● **TASK DATA**:
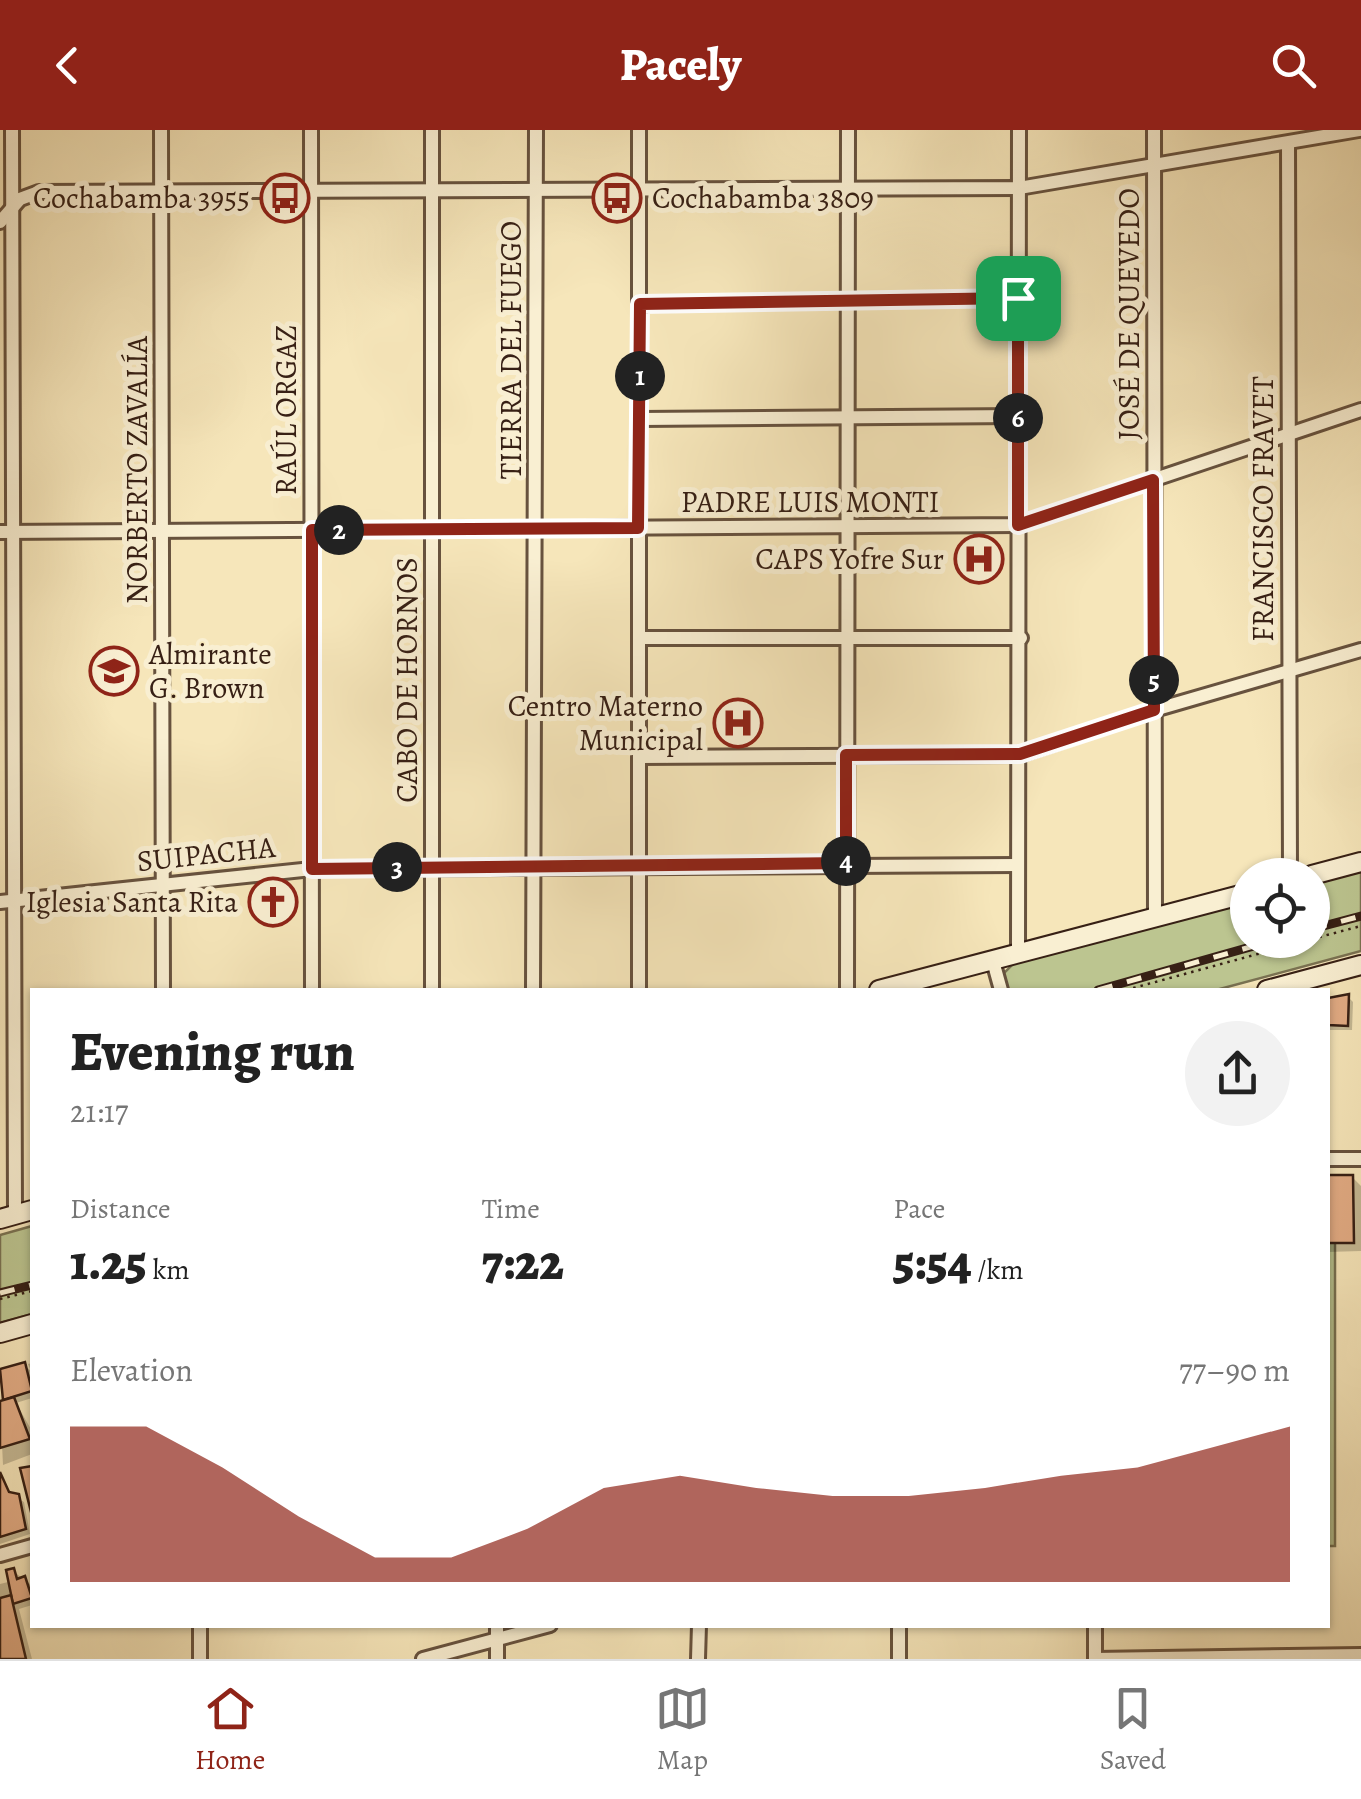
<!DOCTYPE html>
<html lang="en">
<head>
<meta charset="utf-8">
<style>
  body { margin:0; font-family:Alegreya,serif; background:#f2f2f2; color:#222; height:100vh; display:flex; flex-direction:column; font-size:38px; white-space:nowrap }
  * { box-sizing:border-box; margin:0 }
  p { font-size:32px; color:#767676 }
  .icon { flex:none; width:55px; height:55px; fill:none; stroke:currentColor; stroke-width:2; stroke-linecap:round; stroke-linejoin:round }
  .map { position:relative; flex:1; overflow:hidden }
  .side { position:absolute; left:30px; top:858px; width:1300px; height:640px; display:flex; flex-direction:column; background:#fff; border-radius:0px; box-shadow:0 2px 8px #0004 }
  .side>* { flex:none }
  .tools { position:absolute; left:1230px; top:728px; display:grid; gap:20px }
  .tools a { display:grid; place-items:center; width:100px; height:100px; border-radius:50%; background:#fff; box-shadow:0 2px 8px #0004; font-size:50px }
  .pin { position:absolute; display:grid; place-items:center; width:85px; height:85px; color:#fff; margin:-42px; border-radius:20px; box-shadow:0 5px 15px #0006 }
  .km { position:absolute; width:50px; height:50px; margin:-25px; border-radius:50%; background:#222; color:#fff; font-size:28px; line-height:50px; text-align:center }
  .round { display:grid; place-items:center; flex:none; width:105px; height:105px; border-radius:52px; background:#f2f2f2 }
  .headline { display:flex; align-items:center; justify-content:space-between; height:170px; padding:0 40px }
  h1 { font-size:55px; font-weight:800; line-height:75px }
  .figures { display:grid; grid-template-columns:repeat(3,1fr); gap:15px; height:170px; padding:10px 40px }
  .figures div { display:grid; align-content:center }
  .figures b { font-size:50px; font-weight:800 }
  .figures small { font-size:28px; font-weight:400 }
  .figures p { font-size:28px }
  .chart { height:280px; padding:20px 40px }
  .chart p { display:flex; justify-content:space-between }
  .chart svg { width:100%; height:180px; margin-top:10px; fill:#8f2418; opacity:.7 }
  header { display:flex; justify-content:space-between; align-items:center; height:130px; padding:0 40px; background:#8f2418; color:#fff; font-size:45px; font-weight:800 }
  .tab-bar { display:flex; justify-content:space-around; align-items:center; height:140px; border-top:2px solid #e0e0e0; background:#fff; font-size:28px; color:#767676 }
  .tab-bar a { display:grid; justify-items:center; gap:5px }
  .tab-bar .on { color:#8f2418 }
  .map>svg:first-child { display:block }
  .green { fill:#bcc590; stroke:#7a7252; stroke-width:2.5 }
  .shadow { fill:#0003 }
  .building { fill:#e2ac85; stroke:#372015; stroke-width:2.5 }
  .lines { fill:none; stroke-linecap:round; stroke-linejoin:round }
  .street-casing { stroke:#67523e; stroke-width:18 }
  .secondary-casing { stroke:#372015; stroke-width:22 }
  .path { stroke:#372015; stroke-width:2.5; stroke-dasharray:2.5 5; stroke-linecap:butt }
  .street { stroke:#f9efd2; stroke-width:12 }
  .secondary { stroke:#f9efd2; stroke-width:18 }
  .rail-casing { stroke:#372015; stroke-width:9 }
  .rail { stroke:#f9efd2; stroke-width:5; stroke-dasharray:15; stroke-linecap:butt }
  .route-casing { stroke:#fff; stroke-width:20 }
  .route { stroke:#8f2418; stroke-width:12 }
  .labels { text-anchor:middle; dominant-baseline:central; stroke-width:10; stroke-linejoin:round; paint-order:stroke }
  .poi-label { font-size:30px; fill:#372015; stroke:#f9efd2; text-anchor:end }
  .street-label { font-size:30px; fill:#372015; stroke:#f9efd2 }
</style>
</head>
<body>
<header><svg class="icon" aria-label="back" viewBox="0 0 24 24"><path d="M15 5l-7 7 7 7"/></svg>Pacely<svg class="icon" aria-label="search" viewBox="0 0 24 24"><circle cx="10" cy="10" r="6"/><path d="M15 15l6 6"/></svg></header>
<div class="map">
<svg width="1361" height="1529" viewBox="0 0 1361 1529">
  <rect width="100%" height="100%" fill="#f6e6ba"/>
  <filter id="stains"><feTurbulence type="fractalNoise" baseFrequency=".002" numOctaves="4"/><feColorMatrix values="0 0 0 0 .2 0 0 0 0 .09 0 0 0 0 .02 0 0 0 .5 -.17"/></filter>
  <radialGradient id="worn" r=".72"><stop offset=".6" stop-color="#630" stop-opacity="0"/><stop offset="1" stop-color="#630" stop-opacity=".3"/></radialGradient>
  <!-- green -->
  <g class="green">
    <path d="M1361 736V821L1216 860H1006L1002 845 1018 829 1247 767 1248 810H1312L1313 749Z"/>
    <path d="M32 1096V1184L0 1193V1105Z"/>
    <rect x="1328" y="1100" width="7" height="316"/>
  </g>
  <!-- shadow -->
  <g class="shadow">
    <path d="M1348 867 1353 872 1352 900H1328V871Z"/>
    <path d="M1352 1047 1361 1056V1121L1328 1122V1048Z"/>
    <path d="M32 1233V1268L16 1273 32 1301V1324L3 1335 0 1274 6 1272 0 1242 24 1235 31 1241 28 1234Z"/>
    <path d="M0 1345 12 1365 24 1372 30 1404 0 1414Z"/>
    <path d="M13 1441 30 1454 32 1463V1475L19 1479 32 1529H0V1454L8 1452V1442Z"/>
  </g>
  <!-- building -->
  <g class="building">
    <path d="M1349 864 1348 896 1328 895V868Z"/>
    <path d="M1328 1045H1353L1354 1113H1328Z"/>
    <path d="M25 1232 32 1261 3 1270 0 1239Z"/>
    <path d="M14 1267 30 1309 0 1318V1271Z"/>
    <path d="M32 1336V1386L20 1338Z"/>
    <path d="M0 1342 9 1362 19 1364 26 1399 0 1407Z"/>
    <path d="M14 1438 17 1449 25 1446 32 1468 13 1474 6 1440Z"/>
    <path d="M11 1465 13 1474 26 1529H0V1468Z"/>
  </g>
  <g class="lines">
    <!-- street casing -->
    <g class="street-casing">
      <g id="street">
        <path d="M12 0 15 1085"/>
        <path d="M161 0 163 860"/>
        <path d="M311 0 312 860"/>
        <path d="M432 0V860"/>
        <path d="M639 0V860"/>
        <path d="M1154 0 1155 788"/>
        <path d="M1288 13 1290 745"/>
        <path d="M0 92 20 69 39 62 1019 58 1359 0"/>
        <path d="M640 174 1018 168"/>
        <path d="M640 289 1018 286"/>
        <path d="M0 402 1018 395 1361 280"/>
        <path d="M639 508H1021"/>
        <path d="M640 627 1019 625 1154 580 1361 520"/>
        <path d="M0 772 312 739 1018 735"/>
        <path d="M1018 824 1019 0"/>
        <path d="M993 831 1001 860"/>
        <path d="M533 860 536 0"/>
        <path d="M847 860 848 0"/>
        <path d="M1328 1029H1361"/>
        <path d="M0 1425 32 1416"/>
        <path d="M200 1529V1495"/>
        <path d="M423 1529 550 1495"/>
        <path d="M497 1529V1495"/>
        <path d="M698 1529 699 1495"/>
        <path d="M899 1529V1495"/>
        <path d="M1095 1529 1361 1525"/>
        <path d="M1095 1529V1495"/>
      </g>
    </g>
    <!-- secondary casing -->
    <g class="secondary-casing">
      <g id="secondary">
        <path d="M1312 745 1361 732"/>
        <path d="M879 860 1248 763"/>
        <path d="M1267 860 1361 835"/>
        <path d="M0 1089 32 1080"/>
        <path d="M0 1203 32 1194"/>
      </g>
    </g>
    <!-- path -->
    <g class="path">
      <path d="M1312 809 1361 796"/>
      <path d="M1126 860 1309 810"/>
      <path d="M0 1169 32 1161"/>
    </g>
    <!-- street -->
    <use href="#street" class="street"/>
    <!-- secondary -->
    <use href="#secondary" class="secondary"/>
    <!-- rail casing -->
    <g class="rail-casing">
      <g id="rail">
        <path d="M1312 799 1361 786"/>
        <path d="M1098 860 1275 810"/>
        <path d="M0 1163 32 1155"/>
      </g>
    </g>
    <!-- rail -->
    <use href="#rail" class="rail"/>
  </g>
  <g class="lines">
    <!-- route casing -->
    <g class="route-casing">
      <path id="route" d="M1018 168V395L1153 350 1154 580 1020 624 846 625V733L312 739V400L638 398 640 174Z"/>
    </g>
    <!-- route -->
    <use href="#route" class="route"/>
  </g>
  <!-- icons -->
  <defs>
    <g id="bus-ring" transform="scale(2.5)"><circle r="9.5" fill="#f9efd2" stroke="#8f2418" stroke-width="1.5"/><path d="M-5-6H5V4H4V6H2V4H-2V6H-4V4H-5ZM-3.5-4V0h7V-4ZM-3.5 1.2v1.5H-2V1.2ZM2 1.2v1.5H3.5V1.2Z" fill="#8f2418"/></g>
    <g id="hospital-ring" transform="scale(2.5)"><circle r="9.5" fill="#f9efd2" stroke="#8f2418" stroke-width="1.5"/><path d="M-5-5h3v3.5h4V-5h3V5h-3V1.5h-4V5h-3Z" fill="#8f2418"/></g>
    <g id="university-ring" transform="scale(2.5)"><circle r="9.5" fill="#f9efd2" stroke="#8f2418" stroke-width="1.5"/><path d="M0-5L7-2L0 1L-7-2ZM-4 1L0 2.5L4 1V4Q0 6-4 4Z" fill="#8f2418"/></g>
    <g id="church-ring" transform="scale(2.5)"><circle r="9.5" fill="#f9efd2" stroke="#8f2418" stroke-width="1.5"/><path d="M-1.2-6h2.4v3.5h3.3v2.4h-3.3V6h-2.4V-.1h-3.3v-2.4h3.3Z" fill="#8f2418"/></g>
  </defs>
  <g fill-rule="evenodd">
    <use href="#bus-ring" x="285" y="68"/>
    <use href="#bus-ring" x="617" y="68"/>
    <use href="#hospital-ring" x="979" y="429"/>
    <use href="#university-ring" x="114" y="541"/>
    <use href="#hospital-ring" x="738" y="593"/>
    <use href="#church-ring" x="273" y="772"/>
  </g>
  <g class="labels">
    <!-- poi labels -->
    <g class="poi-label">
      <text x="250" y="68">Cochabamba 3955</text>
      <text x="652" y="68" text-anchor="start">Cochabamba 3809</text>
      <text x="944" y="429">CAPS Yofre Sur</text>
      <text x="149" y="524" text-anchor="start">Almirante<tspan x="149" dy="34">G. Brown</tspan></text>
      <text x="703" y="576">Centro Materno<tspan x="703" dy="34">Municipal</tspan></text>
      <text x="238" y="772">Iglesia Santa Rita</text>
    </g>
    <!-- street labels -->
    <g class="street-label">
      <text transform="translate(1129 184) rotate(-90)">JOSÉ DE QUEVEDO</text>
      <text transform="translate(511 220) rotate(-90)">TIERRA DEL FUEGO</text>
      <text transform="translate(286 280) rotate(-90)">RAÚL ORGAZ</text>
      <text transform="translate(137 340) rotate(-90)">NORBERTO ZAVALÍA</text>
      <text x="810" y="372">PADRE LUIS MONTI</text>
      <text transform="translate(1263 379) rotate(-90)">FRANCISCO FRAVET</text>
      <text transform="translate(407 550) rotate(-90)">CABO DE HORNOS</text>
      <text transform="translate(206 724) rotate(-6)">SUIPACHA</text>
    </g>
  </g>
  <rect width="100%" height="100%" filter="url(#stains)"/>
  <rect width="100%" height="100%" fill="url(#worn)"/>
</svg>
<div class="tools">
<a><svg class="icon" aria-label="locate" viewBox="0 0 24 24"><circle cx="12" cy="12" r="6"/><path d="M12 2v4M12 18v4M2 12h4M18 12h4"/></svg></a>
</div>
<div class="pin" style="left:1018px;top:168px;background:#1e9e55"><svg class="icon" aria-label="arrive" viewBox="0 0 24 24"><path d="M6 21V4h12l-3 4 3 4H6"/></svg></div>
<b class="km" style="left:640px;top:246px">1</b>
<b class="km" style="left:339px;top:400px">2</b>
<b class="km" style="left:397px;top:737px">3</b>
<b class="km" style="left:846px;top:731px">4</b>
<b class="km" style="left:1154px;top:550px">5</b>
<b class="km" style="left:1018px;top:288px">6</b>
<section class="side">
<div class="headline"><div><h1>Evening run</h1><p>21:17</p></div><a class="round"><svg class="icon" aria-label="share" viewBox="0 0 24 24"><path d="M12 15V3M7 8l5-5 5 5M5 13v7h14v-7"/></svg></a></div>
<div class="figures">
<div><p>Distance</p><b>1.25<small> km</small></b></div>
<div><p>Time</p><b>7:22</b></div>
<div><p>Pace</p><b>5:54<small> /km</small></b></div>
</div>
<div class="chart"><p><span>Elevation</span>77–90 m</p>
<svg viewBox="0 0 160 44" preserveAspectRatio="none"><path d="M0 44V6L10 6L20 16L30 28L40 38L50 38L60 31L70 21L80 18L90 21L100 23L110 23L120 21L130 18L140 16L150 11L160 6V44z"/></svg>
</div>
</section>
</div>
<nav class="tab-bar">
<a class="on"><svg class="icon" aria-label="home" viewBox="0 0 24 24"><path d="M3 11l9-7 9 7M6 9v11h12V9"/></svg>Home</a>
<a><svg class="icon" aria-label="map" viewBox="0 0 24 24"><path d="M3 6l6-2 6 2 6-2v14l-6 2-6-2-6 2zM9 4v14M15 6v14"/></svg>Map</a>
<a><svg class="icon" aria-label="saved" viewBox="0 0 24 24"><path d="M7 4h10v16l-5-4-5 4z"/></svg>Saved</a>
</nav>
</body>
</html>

● **YOUR GOAL**: Which lines of the data include the string "worn"? Find them and copy each one.

● **RESULT OF THE EXERCISE**:
  <radialGradient id="worn" r=".72"><stop offset=".6" stop-color="#630" stop-opacity="0"/><stop offset="1" stop-color="#630" stop-opacity=".3"/></radialGradient>
  <rect width="100%" height="100%" fill="url(#worn)"/>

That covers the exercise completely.